*** Opening of Data excerpt ***

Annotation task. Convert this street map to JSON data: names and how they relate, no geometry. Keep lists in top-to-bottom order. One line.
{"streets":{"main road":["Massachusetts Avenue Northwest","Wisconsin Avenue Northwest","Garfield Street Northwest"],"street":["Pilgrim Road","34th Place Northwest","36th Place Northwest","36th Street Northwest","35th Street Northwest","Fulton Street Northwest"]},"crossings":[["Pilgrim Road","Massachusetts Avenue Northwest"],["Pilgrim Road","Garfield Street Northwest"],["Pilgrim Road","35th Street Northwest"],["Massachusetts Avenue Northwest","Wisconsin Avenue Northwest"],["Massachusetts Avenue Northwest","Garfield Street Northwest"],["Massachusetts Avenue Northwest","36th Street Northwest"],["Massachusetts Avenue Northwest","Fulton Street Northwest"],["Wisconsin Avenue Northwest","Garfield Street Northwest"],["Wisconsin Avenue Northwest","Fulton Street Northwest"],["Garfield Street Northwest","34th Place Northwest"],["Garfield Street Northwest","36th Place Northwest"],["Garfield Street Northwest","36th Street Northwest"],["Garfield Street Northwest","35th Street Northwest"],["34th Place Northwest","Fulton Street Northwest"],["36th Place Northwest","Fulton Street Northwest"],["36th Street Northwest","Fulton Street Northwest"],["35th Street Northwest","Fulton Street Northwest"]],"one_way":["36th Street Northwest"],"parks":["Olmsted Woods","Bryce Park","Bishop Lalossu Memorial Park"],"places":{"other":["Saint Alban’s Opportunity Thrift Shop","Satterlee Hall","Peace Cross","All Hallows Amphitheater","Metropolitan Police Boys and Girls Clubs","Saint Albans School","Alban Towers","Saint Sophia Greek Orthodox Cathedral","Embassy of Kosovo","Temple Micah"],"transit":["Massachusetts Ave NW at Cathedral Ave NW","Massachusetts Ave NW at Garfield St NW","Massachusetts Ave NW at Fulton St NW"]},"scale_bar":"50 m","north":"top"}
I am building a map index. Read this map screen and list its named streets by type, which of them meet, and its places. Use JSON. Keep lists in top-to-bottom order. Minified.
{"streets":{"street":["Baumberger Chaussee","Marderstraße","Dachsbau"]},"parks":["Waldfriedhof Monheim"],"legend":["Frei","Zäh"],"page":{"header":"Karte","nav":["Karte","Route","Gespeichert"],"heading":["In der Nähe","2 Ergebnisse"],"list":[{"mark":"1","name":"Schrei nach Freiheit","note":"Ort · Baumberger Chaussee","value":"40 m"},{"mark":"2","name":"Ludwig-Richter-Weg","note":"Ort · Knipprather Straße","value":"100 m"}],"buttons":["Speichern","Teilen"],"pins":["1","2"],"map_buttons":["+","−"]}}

*** Close of Data excerpt ***

Work request: All of the material above should be reproduced exactly.

Exercise output:
Annotation task. Convert this street map to JSON data: names and how they relate, no geometry. Keep lists in top-to-bottom order. One line.
{"streets":{"main road":["Massachusetts Avenue Northwest","Wisconsin Avenue Northwest","Garfield Street Northwest"],"street":["Pilgrim Road","34th Place Northwest","36th Place Northwest","36th Street Northwest","35th Street Northwest","Fulton Street Northwest"]},"crossings":[["Pilgrim Road","Massachusetts Avenue Northwest"],["Pilgrim Road","Garfield Street Northwest"],["Pilgrim Road","35th Street Northwest"],["Massachusetts Avenue Northwest","Wisconsin Avenue Northwest"],["Massachusetts Avenue Northwest","Garfield Street Northwest"],["Massachusetts Avenue Northwest","36th Street Northwest"],["Massachusetts Avenue Northwest","Fulton Street Northwest"],["Wisconsin Avenue Northwest","Garfield Street Northwest"],["Wisconsin Avenue Northwest","Fulton Street Northwest"],["Garfield Street Northwest","34th Place Northwest"],["Garfield Street Northwest","36th Place Northwest"],["Garfield Street Northwest","36th Street Northwest"],["Garfield Street Northwest","35th Street Northwest"],["34th Place Northwest","Fulton Street Northwest"],["36th Place Northwest","Fulton Street Northwest"],["36th Street Northwest","Fulton Street Northwest"],["35th Street Northwest","Fulton Street Northwest"]],"one_way":["36th Street Northwest"],"parks":["Olmsted Woods","Bryce Park","Bishop Lalossu Memorial Park"],"places":{"other":["Saint Alban’s Opportunity Thrift Shop","Satterlee Hall","Peace Cross","All Hallows Amphitheater","Metropolitan Police Boys and Girls Clubs","Saint Albans School","Alban Towers","Saint Sophia Greek Orthodox Cathedral","Embassy of Kosovo","Temple Micah"],"transit":["Massachusetts Ave NW at Cathedral Ave NW","Massachusetts Ave NW at Garfield St NW","Massachusetts Ave NW at Fulton St NW"]},"scale_bar":"50 m","north":"top"}
I am building a map index. Read this map screen and list its named streets by type, which of them meet, and its places. Use JSON. Keep lists in top-to-bottom order. Minified.
{"streets":{"street":["Baumberger Chaussee","Marderstraße","Dachsbau"]},"parks":["Waldfriedhof Monheim"],"legend":["Frei","Zäh"],"page":{"header":"Karte","nav":["Karte","Route","Gespeichert"],"heading":["In der Nähe","2 Ergebnisse"],"list":[{"mark":"1","name":"Schrei nach Freiheit","note":"Ort · Baumberger Chaussee","value":"40 m"},{"mark":"2","name":"Ludwig-Richter-Weg","note":"Ort · Knipprather Straße","value":"100 m"}],"buttons":["Speichern","Teilen"],"pins":["1","2"],"map_buttons":["+","−"]}}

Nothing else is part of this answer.